Supreme Court of Ohio

June 19, 2019

In re Application of Ohio Edison Company, Cleveland Electric Illuminating Company, and Toledo Edison Company for Authority to Provide for a Standard Service Offer Pursuant to R.C. 4928.143 in the Form of an Electric Security Plan; Sierra Club et al., Appellants; Public Utilities Commission, Appellee; Ohio Edison Company et al., Intervening Appellees.

          Submitted January 9, 2019

          Appeal from the Public Utilities Commission, No. 14-1297-EL-SSO.

          Walter Haverfield, L.L.P., and Mark I. Wallach; and Shannon Fisk, for appellant Sierra Club.

          Bruce J. Weston, Consumers' Counsel, Maureen R. Willis and William Michael, Assistant Consumers' Counsel, for appellant Ohio Consumers' Counsel.

          Thomas R. Hays, Leslie Kovacik, and John Borell, for appellants Northwest Ohio Aggregation Coalition, City of Maumee, City of Northwood, City of Oregon, City of Perrysburg, City of Toledo, City of Waterville, Lake Township Board of Trustees, Lucas County Board of Commissioners, Perrysburg Township Board of Trustees, Village of Holland, and Village of Ottawa Hills.

          Bricker & Eckler, L.L.P., Glenn S. Krassen, and Dane Stinson, for appellant Northeast Ohio Public Energy Council.

          Carpenter Lipps & Leland, L.L.P., and Kimberly W. Bojko, for appellant Ohio Manufacturers' Association Energy Group.

          Gupta Wessler, P.L.L.C., and Rachel Bloomekatz, for appellants Ohio Environmental Council, Environmental Defense Fund, and Environmental Law & Policy Center.

          John Finnigan, for appellant Environmental Defense Fund.

          Trent Dougherty and Miranda Leppla, for appellant Ohio Environmental Council.

          Madeline Fleisher, for appellant Environmental Law & Policy Center.

          Dave Yost, Attorney General, Thomas W. McNamee, William L. Wright, Thomas G. Lindgren, and Steven L. Beeler, Assistant Attorneys General, for appellee, Public Utilities Commission of Ohio.

          Calfee, Halter & Griswold, L.L.P., James F. Lang, and N. Trevor Alexander; Jones Day, and Yvette McGee Brown; and Scott J. Castro, for intervening appellees Ohio Edison Company, Cleveland Electric Illuminating Company, and Toledo Edison Company.

          Boehm, Kurtz & Lowry, Michael L. Kurtz, and Jody Kyler Cohn, for intervening appellee Ohio Energy Group.

          DONNELLY, J.

         {¶ 1} This cause originates from an order of the Public Utilities Commission of Ohio ("commission" or "PUCO") that modified and approved an electric-security plan ("ESP") for the FirstEnergy Companies (Ohio Edison Company, The Cleveland Electric Illuminating Company, and The Toledo Edison Company) (collectively "FirstEnergy" or the "companies"). The central issue before this court is the commission's modification of the ESP to add a distribution modernization rider[1] ("DMR") that was not part of the original application and allows the companies to collect what they estimate to be $168 to 204 million in extra revenue per year. The commission concluded that the DMR was valid under R.C. 4928.143(B)(2)(h) because the revenue it generated would purportedly serve as an incentive for the companies to modernize their distribution systems. Nineteen parties appealed, [2] challenging the addition of the DMR and other aspects of the commission's order approving the ESP.

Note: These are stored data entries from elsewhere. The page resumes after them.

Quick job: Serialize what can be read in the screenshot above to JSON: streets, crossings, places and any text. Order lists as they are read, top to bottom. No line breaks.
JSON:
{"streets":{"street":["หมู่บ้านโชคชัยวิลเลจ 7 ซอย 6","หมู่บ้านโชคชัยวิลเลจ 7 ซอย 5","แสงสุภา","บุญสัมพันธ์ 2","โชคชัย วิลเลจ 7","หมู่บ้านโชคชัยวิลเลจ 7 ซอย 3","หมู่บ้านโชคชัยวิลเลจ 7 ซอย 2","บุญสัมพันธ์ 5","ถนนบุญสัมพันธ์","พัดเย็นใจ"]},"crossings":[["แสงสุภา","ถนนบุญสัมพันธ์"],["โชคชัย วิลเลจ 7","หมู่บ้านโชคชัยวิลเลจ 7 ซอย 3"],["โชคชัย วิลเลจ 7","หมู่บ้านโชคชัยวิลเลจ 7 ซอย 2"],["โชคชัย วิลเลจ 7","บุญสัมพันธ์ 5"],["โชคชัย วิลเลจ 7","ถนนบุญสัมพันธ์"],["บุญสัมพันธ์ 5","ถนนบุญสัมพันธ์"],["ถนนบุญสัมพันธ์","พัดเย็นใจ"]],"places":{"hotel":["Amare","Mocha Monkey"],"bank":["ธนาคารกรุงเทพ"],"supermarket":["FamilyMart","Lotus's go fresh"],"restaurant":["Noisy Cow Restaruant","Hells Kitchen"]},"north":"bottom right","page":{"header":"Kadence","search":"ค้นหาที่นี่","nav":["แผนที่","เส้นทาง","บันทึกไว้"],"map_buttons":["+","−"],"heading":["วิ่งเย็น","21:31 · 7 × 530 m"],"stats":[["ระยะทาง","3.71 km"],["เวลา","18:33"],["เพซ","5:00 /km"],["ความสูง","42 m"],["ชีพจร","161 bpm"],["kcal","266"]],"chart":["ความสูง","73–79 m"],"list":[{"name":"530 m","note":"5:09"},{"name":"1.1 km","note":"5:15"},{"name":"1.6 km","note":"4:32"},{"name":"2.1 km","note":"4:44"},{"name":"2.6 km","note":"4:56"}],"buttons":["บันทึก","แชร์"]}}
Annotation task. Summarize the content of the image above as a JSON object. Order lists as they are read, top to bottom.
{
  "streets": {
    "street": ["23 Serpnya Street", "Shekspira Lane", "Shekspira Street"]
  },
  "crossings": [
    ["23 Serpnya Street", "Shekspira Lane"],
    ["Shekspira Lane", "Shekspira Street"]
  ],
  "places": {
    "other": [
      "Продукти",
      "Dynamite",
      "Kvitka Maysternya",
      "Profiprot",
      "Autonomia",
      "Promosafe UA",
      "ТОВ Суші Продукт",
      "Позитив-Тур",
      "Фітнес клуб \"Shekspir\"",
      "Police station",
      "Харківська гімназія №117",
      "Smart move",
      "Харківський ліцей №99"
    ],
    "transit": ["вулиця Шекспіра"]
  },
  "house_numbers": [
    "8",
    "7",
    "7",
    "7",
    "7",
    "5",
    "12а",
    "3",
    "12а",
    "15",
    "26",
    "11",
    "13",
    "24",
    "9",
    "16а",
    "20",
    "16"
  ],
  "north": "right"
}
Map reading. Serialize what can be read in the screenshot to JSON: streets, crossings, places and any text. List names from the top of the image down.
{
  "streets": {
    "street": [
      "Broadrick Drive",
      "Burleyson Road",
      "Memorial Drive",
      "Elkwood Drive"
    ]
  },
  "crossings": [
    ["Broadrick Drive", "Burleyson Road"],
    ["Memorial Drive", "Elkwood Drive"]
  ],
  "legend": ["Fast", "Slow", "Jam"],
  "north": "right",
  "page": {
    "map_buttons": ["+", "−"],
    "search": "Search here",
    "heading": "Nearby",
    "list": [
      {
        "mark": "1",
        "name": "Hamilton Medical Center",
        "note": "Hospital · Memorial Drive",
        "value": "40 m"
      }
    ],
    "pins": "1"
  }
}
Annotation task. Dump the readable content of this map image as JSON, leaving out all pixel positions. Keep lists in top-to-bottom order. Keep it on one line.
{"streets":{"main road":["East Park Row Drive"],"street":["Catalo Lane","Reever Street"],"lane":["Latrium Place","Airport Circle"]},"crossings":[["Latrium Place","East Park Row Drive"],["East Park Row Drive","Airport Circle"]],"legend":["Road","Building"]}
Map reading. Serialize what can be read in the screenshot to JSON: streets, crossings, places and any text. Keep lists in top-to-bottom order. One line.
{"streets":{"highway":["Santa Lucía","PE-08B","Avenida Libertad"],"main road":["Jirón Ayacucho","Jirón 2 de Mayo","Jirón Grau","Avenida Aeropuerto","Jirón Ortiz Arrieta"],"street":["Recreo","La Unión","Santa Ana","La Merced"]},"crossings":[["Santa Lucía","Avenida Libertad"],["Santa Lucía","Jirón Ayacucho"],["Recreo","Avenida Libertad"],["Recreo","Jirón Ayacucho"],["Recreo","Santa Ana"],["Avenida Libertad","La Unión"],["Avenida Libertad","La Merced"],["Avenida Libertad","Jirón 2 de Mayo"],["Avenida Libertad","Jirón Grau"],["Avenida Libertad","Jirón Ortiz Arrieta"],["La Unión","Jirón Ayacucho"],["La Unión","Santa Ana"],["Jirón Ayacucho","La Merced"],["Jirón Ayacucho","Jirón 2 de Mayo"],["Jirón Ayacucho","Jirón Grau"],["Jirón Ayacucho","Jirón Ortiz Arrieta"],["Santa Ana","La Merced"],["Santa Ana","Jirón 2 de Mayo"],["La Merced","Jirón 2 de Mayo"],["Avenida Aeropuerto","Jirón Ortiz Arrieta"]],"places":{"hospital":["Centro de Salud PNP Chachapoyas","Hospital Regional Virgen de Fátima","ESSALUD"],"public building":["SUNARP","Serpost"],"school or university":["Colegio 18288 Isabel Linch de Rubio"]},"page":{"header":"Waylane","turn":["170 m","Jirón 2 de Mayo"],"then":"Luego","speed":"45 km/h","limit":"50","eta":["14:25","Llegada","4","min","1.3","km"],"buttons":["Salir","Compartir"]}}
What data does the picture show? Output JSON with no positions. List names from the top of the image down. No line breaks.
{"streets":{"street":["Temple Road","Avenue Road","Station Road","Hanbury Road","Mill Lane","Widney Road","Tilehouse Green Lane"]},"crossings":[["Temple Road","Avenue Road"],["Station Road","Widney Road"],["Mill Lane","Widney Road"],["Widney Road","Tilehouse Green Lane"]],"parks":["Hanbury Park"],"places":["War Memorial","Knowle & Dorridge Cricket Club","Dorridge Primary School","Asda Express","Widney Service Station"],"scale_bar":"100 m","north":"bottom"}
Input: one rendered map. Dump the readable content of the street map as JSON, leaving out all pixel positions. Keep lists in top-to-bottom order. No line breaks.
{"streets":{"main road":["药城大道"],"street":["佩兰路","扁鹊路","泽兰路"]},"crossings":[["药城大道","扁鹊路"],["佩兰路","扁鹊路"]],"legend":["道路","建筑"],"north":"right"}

         {¶ 2} For the reasons that follow, we affirm the commission's order in part, reverse it in part as it relates to the DMR, and remand with instruction to remove the DMR from FirstEnergy's ESP.

         I. Facts and Procedural History

         {¶ 3} R.C. 4928.141(A) requires electric-distribution utilities to make a "standard service offer" of generation service to consumers in one of two ways: through a "market rate offer" (under R.C. 4928.142) or an ESP (under R.C. 4928.143). In early 2016, the commission approved the fourth ESP of the companies. In re Application of Ohio Edison Company, Pub. Util. Comm. No. 14-1297-EL-SSO (March 31, 2016) ("ESP Order"). As part of the ESP, the commission authorized a Retail Rate Stability Rider ("Rider RRS"). Rider RRS was proposed as a generation charge that was intended to protect ratepayers from price volatility. Specifically, it was designed to stabilize retail customer rates by providing a financial hedge-a type of insurance-against fluctuating wholesale power prices.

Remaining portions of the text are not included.